### Your goal
Where the word "Juan" occurs in a line of the listing, please copy the line.

:: Records for this task

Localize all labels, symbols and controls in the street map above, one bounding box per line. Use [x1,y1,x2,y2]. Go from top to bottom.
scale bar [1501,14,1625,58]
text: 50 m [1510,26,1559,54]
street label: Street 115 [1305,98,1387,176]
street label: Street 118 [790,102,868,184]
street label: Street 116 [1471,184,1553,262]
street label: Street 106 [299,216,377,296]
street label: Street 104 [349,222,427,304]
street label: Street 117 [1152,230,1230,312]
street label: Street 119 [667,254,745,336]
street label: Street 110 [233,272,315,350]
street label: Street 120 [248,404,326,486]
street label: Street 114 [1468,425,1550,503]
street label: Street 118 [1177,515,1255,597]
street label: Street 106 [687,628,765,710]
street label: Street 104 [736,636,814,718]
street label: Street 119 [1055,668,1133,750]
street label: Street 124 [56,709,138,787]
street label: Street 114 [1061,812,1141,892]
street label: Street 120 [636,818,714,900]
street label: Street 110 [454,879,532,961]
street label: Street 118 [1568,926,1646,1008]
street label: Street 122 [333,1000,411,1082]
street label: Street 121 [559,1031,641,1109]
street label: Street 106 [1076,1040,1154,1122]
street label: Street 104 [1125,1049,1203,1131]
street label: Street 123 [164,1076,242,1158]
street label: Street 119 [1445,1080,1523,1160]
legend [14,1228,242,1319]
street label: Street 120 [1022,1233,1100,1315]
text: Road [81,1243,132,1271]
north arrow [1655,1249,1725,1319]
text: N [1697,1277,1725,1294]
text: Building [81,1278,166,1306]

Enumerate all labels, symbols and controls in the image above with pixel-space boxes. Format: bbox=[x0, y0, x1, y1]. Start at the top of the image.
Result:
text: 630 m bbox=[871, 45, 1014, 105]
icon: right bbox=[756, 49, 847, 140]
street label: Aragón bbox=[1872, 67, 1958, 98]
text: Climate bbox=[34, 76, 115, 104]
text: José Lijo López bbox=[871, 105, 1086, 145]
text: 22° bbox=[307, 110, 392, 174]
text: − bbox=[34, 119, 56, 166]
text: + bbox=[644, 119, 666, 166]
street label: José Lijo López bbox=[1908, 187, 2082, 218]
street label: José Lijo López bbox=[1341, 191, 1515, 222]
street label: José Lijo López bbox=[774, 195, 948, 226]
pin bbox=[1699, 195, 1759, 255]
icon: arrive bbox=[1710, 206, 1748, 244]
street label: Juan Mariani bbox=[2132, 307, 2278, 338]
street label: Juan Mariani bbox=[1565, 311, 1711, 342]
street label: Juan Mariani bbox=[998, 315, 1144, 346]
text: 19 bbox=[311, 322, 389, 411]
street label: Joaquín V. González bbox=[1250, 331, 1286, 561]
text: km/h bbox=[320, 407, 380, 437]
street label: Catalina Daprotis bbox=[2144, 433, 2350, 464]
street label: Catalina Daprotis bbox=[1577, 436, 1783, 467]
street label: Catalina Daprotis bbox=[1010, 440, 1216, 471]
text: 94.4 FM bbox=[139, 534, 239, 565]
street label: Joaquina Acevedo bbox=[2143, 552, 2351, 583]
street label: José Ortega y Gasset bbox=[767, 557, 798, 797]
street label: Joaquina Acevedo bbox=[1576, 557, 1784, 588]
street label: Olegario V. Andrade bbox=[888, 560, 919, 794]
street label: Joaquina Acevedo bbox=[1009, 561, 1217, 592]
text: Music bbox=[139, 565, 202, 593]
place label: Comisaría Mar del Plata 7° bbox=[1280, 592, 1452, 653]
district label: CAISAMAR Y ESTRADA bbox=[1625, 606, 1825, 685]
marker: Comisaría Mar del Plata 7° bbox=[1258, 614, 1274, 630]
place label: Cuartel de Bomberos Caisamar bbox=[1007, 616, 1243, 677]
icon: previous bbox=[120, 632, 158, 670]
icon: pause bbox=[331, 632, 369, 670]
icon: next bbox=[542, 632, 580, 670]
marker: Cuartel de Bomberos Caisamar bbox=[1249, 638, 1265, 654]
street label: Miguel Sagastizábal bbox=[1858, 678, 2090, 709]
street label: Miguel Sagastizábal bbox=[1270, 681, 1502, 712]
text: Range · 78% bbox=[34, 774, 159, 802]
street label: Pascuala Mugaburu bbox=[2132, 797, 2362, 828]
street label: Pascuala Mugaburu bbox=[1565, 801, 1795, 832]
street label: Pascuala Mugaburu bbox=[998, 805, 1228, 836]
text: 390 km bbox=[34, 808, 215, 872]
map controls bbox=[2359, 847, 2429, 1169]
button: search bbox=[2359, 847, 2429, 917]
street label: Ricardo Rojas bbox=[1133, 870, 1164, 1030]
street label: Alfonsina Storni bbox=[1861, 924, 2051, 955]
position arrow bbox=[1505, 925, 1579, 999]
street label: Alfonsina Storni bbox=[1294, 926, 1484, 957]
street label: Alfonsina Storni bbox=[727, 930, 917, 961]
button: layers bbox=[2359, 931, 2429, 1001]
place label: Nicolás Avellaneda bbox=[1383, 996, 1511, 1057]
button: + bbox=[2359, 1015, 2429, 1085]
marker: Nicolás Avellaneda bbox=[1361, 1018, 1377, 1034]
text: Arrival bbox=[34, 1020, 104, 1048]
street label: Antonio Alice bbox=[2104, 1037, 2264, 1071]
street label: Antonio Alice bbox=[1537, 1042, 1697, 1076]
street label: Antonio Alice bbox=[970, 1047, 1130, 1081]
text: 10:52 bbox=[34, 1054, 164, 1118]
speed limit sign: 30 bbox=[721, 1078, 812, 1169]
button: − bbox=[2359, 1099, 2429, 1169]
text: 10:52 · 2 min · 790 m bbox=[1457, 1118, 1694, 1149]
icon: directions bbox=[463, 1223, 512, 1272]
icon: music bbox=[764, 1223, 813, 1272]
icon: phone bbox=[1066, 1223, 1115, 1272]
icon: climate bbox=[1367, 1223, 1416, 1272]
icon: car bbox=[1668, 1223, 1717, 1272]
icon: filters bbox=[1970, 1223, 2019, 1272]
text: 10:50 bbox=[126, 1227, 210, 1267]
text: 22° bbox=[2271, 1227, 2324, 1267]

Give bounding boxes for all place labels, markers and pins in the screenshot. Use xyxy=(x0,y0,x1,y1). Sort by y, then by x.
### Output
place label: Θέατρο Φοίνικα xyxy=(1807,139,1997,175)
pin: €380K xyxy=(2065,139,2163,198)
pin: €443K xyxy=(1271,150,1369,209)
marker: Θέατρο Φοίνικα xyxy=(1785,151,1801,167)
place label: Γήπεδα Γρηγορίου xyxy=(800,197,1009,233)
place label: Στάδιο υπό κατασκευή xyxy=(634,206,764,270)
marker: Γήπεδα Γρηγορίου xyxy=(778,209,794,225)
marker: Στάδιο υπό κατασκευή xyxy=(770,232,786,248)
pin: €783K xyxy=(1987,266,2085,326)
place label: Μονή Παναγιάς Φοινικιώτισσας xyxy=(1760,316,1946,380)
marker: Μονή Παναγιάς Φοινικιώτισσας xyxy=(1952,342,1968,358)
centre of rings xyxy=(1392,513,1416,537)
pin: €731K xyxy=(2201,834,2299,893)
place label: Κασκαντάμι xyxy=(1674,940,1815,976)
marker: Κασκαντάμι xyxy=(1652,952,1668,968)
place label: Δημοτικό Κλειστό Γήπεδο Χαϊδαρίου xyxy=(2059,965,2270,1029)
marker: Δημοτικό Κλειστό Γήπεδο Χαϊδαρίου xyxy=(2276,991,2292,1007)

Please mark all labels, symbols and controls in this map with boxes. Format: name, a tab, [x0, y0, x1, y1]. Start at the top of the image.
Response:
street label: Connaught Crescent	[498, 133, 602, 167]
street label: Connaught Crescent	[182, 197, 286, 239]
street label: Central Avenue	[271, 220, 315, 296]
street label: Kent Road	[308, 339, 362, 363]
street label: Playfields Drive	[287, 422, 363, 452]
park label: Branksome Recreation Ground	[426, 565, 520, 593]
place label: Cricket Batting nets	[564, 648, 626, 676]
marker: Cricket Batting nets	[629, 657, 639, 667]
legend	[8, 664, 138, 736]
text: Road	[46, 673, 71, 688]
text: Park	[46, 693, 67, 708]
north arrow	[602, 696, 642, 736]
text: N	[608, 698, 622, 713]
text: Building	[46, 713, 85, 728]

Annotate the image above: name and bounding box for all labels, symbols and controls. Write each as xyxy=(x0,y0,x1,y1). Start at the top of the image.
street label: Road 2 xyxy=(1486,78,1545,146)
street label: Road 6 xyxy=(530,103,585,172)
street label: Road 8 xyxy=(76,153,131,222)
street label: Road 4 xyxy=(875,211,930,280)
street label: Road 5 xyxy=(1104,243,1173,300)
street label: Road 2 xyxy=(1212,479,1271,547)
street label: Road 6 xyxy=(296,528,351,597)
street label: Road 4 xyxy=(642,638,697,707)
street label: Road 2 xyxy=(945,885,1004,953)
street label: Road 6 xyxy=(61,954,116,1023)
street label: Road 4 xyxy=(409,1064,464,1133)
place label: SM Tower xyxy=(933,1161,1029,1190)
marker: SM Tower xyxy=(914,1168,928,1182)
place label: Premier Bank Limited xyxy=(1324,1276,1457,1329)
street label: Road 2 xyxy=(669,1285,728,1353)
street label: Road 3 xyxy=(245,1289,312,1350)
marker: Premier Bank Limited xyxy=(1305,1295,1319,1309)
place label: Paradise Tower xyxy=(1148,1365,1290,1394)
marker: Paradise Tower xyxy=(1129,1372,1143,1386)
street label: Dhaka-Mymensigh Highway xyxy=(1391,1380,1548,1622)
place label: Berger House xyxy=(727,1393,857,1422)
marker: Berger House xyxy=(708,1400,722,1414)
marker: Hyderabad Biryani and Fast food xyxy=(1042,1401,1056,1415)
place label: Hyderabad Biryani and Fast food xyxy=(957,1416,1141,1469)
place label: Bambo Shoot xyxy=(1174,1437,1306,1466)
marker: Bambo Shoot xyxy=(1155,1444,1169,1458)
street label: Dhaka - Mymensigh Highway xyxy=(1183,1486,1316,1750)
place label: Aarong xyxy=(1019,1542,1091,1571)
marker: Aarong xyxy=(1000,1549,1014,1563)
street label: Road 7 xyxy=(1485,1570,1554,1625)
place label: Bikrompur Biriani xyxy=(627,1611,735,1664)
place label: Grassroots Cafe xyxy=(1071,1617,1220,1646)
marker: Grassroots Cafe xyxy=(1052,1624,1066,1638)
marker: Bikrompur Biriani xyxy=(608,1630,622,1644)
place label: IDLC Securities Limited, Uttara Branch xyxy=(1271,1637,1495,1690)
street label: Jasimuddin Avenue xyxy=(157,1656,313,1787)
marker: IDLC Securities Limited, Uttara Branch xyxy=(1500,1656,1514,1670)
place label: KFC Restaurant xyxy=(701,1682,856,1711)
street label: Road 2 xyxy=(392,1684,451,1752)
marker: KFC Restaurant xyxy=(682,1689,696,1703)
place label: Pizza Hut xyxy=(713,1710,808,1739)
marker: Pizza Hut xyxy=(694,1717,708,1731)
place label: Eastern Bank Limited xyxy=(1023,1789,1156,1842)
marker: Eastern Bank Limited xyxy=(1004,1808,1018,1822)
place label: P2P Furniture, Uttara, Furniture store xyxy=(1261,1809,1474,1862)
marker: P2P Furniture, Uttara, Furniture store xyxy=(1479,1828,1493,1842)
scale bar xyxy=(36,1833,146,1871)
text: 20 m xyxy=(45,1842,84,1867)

::::

### Written answer
street label: Juan Mariani bbox=[2132, 307, 2278, 338]
street label: Juan Mariani bbox=[1565, 311, 1711, 342]
street label: Juan Mariani bbox=[998, 315, 1144, 346]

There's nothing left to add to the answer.